RECORDS FOR THIS EXERCISE =>
┌──

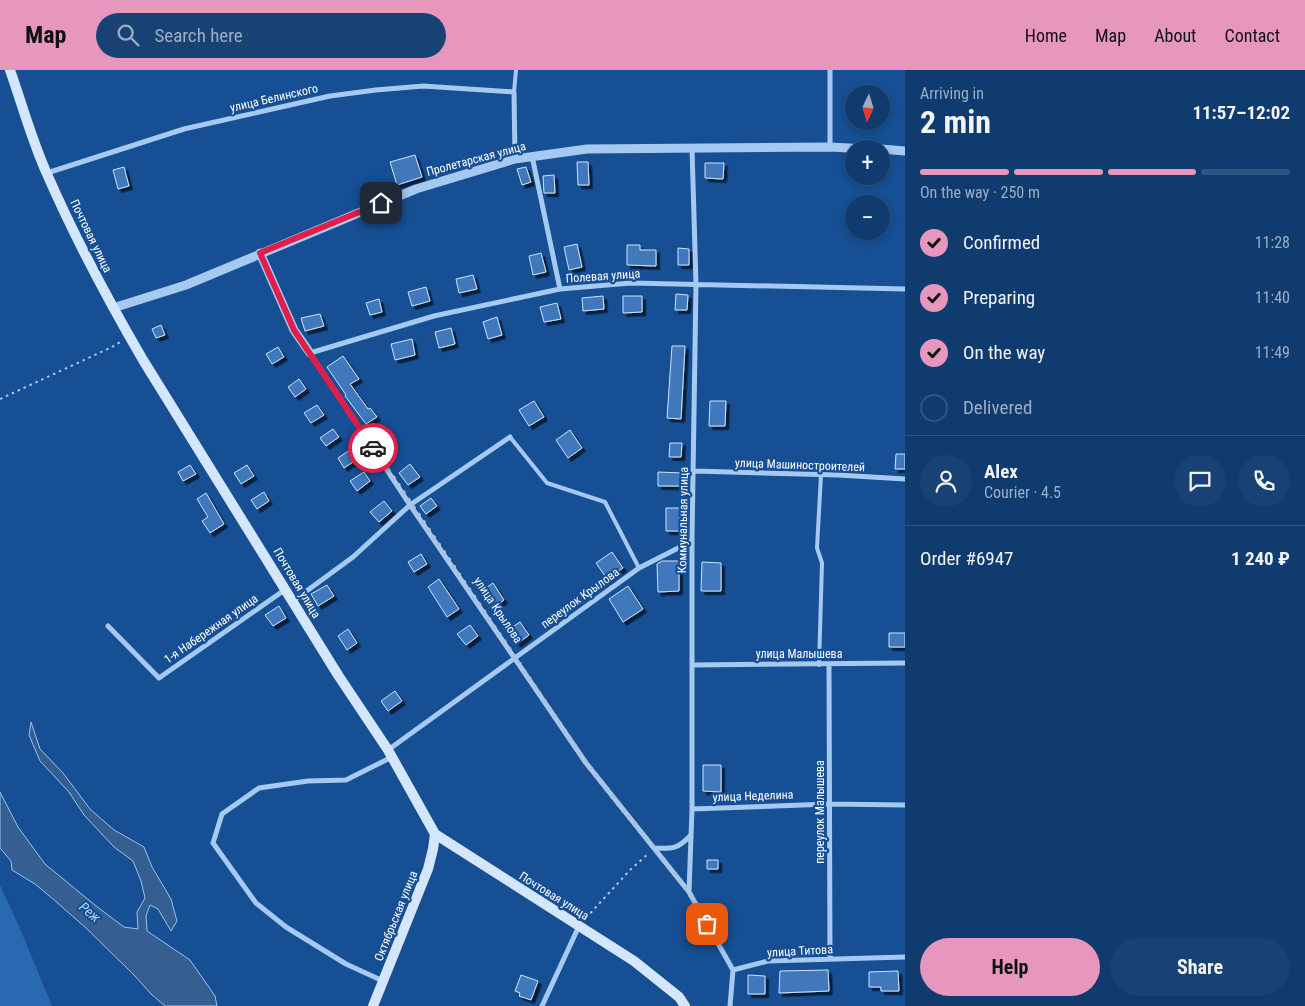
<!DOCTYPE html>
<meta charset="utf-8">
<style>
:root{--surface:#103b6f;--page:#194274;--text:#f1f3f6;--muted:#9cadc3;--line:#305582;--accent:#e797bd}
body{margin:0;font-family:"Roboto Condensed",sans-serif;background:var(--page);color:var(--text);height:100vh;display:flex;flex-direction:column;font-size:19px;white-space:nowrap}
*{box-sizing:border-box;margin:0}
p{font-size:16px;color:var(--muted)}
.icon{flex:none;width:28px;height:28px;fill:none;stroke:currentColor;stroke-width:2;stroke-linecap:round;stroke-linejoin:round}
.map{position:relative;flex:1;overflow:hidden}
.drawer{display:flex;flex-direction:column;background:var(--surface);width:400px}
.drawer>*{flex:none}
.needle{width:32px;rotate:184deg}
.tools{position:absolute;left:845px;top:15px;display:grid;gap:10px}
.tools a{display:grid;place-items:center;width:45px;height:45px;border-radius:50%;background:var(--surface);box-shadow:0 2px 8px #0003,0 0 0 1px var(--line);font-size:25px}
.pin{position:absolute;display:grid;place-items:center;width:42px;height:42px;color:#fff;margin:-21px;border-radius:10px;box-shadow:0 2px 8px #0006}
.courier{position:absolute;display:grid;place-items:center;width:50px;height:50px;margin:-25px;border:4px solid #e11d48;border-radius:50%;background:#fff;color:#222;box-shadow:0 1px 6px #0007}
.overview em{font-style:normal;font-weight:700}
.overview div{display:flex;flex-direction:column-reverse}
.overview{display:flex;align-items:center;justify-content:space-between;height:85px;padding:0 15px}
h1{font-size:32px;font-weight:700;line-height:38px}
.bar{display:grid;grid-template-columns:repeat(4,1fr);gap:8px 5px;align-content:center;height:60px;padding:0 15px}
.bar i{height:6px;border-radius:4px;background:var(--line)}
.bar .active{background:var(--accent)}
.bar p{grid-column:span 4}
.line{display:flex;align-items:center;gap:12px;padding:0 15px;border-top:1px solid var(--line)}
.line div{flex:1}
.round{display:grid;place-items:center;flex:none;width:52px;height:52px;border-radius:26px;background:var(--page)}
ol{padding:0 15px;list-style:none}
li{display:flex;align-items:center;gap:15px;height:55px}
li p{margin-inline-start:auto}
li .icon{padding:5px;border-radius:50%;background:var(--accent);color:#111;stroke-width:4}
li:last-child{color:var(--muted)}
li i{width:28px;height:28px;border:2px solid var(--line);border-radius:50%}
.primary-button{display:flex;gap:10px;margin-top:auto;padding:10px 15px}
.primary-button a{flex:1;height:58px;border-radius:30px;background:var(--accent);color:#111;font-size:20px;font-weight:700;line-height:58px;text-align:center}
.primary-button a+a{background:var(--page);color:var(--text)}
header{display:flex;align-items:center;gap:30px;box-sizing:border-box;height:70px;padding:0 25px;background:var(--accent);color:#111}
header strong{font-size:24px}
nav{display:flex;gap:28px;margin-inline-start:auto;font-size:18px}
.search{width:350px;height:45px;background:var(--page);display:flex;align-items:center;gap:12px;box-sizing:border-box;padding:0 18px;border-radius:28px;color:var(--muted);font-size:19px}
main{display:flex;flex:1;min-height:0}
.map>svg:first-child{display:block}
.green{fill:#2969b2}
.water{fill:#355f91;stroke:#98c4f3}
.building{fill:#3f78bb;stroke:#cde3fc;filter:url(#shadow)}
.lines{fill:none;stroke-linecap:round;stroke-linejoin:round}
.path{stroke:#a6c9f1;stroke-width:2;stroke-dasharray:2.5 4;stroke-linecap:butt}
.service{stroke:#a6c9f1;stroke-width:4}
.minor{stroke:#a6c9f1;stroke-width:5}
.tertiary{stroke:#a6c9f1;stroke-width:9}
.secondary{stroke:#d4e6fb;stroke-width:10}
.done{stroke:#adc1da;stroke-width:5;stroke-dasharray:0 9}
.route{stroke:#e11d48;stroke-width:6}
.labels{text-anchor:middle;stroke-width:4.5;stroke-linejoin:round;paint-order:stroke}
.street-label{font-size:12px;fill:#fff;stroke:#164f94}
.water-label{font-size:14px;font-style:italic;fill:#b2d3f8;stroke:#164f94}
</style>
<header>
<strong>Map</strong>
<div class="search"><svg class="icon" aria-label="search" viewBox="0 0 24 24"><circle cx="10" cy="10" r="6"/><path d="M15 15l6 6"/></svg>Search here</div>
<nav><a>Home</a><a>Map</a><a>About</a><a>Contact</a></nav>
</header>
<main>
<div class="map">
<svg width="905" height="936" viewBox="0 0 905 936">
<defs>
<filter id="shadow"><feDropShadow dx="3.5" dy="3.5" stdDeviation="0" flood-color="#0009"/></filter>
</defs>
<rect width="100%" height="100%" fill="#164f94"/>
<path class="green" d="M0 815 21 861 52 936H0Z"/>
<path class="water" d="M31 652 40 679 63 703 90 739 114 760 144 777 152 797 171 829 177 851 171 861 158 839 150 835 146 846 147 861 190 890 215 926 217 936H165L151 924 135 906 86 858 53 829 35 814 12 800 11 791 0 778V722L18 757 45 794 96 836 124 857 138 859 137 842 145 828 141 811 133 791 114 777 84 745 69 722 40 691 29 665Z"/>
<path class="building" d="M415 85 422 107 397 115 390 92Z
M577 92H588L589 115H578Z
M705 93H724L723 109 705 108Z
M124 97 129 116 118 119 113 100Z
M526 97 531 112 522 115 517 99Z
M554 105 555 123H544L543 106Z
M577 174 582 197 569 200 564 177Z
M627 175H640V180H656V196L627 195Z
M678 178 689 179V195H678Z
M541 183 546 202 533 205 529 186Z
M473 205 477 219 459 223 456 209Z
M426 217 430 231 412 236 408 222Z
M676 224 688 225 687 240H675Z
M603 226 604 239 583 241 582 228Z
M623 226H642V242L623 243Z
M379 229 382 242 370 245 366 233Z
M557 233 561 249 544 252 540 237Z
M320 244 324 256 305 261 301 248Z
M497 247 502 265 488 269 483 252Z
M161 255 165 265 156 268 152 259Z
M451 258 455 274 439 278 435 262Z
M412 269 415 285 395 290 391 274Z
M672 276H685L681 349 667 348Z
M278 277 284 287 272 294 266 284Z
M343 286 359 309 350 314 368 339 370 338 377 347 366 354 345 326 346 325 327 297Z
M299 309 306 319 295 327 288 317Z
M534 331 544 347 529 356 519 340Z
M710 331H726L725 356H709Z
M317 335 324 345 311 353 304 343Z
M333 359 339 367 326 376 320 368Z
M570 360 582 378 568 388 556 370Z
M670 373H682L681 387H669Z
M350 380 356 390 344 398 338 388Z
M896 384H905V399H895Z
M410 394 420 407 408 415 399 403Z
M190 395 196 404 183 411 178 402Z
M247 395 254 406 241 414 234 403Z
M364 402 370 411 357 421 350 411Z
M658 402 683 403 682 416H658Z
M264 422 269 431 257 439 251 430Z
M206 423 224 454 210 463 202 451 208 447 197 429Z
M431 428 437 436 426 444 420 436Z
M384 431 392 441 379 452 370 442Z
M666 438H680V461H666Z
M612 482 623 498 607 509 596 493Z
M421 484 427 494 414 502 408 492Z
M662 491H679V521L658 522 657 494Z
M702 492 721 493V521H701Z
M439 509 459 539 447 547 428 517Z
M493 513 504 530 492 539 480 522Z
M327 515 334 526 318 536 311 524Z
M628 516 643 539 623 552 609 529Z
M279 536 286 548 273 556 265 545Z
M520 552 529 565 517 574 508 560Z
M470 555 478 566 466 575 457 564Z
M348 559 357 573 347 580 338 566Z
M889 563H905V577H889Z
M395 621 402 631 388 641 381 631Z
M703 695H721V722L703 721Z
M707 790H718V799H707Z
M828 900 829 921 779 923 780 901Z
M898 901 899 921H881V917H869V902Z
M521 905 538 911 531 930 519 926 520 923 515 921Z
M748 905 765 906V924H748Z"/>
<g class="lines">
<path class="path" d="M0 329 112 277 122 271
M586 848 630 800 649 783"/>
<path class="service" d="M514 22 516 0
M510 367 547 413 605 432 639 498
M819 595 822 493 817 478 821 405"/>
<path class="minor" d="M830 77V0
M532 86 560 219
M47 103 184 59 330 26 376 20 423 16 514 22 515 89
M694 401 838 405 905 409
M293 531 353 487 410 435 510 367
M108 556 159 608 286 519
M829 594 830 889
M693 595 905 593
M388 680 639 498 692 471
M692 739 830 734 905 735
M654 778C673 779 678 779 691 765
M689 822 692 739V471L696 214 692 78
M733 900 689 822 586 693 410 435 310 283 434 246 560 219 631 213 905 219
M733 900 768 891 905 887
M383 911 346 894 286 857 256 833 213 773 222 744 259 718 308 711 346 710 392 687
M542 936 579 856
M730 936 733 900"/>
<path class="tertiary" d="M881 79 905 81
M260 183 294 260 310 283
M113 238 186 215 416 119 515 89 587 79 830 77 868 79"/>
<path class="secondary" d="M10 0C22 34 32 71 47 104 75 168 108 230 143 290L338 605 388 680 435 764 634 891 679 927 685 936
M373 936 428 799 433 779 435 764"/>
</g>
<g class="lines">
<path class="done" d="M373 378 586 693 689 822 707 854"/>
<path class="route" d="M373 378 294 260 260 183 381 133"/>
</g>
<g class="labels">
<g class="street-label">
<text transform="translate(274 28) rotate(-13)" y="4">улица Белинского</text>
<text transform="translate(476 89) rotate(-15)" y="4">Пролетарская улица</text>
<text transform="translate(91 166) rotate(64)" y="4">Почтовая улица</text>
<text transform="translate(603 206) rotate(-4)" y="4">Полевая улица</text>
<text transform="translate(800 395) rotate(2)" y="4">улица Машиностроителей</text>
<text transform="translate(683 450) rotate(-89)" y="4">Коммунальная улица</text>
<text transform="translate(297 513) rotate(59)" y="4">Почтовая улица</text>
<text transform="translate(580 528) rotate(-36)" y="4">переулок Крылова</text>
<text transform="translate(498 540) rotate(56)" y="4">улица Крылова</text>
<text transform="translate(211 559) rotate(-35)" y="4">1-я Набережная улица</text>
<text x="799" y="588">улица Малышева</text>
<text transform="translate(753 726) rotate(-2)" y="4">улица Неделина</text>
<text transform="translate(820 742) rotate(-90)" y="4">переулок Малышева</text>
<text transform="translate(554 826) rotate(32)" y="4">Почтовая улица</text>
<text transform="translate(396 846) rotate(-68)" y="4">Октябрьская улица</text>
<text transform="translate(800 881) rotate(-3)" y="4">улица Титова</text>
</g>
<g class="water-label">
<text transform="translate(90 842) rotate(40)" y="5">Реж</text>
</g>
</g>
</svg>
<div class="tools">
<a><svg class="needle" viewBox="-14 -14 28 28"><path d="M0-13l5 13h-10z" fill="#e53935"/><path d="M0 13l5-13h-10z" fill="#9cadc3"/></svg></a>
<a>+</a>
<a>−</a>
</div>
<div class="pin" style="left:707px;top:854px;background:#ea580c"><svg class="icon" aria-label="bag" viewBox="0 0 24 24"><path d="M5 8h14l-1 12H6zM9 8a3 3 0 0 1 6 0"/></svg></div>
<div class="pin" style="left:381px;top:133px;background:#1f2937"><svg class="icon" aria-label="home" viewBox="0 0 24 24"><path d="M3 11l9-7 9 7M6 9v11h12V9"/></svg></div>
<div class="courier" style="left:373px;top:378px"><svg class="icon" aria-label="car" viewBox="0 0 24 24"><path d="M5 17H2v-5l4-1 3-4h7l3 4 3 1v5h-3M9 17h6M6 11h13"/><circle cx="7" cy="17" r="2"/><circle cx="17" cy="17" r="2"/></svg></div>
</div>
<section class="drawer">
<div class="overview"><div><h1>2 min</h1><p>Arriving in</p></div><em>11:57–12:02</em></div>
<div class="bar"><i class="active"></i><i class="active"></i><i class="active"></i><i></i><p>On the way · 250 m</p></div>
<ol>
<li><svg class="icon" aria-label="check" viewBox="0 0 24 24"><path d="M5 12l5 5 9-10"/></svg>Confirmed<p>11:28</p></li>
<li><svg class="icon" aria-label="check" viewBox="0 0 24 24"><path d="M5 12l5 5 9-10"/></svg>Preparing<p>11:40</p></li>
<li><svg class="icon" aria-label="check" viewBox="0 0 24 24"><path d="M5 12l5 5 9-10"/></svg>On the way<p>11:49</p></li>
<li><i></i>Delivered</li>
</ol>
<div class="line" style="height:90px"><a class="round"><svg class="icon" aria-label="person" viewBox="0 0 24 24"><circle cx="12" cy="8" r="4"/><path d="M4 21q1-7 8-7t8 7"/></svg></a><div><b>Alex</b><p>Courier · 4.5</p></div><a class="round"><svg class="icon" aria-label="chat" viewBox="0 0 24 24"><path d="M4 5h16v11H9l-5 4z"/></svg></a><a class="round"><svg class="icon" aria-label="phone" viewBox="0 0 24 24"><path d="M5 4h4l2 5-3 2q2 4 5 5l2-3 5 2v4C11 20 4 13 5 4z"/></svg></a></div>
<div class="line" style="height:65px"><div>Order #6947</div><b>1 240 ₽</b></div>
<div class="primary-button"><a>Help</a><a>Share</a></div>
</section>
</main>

└──
┌──

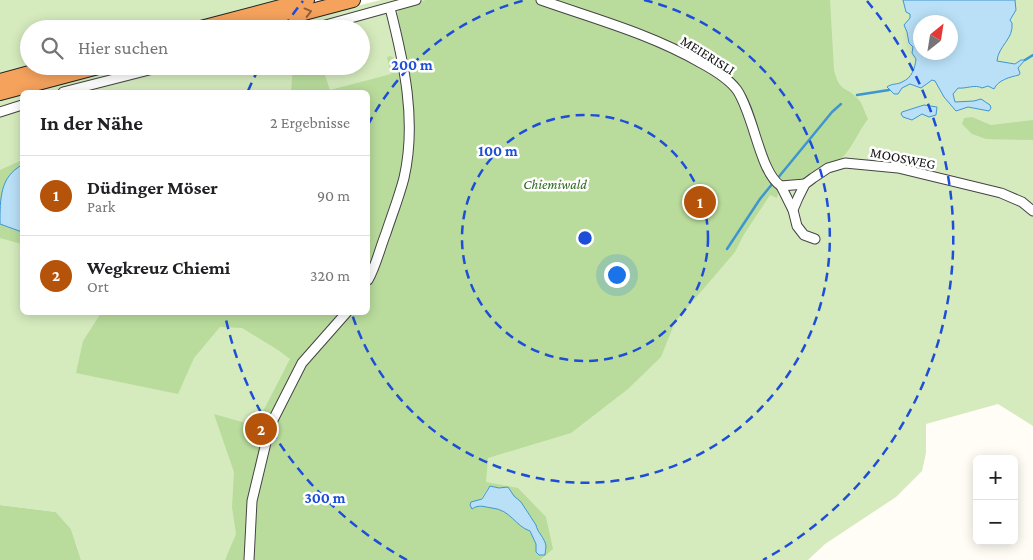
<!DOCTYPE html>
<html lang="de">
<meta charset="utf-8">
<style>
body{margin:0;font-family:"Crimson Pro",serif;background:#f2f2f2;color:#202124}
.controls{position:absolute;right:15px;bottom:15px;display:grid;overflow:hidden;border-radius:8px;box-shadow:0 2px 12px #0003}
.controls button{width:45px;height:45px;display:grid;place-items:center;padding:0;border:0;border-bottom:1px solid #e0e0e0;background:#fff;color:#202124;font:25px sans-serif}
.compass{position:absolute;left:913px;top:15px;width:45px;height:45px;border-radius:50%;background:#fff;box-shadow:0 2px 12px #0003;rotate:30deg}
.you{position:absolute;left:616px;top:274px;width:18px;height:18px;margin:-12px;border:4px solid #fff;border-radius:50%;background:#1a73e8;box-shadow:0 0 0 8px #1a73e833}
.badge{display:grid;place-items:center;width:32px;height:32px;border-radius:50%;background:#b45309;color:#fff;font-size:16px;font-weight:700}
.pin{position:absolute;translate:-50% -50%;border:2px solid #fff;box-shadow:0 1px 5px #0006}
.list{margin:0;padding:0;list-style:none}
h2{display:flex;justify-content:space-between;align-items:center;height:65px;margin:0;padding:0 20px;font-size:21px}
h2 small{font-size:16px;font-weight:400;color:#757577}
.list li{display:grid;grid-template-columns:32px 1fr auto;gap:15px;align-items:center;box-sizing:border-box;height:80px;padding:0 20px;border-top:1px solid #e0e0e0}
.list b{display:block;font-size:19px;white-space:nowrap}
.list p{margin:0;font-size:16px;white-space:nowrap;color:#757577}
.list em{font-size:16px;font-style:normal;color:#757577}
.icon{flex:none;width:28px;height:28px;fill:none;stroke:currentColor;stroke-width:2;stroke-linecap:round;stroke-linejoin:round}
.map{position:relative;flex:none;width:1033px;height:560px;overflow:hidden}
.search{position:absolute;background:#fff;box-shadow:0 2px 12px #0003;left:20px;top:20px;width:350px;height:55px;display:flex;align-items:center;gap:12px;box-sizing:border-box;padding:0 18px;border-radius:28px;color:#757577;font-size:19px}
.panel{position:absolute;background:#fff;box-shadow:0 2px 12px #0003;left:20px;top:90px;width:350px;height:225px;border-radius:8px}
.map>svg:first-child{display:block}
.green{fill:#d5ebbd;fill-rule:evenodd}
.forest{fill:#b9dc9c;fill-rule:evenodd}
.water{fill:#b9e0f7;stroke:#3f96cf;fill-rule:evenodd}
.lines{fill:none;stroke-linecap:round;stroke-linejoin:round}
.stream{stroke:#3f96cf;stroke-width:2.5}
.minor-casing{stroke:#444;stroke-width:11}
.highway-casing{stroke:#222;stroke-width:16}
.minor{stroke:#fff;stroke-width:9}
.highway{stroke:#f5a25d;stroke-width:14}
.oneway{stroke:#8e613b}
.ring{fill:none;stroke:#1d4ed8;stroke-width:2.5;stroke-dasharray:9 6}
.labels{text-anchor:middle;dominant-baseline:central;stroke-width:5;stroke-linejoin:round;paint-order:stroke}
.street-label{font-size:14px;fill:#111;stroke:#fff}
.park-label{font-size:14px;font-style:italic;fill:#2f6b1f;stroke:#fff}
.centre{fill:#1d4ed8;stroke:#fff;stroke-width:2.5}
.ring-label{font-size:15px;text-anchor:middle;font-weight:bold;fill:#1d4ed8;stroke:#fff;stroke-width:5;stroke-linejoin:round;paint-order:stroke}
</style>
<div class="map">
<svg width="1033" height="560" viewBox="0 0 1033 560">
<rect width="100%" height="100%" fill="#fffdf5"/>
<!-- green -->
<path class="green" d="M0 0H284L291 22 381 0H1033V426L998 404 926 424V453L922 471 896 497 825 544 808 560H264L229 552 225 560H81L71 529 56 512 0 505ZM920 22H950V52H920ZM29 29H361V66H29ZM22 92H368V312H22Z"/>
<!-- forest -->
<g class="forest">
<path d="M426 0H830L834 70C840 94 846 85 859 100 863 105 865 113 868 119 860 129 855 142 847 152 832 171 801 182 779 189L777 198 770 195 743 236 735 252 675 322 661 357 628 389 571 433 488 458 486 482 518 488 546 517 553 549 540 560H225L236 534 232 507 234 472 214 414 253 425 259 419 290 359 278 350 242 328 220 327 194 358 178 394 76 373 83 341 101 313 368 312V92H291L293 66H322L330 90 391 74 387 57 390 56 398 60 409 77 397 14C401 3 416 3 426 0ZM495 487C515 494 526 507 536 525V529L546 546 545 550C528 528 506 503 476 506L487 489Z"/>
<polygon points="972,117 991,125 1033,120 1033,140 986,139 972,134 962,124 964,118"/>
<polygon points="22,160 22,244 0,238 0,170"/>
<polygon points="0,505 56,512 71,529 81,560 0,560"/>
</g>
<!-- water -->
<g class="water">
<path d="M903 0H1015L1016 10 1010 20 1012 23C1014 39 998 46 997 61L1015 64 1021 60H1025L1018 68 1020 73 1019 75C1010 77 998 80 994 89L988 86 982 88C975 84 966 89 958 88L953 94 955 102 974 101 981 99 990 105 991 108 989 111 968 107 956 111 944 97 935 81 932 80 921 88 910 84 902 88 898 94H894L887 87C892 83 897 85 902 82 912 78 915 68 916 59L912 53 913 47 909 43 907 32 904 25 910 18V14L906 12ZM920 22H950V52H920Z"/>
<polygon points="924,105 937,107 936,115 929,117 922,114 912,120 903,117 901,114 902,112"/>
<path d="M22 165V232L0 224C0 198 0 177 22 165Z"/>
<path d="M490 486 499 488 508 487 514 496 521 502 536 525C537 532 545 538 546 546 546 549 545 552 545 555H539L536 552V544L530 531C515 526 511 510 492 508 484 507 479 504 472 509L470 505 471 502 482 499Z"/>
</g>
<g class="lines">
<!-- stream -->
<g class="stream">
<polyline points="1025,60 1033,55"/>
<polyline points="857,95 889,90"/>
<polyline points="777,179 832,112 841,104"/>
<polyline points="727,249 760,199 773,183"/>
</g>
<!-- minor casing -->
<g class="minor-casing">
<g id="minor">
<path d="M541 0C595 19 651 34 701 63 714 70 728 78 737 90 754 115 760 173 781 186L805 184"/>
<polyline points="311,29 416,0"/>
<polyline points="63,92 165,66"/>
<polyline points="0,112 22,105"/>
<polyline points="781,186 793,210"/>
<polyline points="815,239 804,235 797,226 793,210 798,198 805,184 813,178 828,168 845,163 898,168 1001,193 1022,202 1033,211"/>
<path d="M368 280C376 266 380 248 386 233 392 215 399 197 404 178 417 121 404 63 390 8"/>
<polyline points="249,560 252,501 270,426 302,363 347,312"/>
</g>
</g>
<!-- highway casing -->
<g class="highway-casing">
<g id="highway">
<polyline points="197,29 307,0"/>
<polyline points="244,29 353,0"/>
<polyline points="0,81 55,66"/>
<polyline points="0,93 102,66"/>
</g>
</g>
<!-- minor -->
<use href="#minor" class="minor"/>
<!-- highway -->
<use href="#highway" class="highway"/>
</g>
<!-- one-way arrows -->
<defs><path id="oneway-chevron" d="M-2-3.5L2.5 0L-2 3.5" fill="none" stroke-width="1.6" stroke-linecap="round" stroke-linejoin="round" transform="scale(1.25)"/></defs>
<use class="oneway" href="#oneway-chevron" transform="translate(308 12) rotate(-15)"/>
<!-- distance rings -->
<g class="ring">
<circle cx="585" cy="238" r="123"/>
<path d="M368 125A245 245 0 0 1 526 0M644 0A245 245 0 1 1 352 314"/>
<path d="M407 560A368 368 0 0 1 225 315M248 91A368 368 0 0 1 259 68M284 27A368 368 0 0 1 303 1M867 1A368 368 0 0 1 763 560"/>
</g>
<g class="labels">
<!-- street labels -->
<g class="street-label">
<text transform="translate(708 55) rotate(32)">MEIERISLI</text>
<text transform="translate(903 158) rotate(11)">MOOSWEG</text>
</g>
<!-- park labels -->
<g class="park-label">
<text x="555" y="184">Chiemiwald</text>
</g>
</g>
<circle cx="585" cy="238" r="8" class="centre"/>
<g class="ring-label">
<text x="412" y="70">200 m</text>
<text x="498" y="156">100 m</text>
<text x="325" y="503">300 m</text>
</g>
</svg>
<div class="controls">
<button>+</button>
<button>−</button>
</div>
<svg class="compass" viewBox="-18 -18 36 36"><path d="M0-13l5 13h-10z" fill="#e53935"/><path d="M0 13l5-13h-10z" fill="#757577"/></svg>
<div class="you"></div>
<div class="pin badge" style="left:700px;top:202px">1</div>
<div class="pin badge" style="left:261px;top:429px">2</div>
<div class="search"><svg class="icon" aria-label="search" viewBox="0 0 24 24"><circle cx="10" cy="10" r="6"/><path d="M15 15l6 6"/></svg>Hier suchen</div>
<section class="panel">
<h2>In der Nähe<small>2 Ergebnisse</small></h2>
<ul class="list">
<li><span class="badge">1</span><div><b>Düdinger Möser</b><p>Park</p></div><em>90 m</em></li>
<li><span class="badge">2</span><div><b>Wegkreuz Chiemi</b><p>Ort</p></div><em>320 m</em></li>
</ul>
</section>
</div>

└──

WHAT YOU HAVE TO DO => Collect from the data above every line that includes "normal".

SOLUTION FOR THIS EXERCISE =>
.overview em{font-style:normal;font-weight:700}
.list em{font-size:16px;font-style:normal;color:#757577}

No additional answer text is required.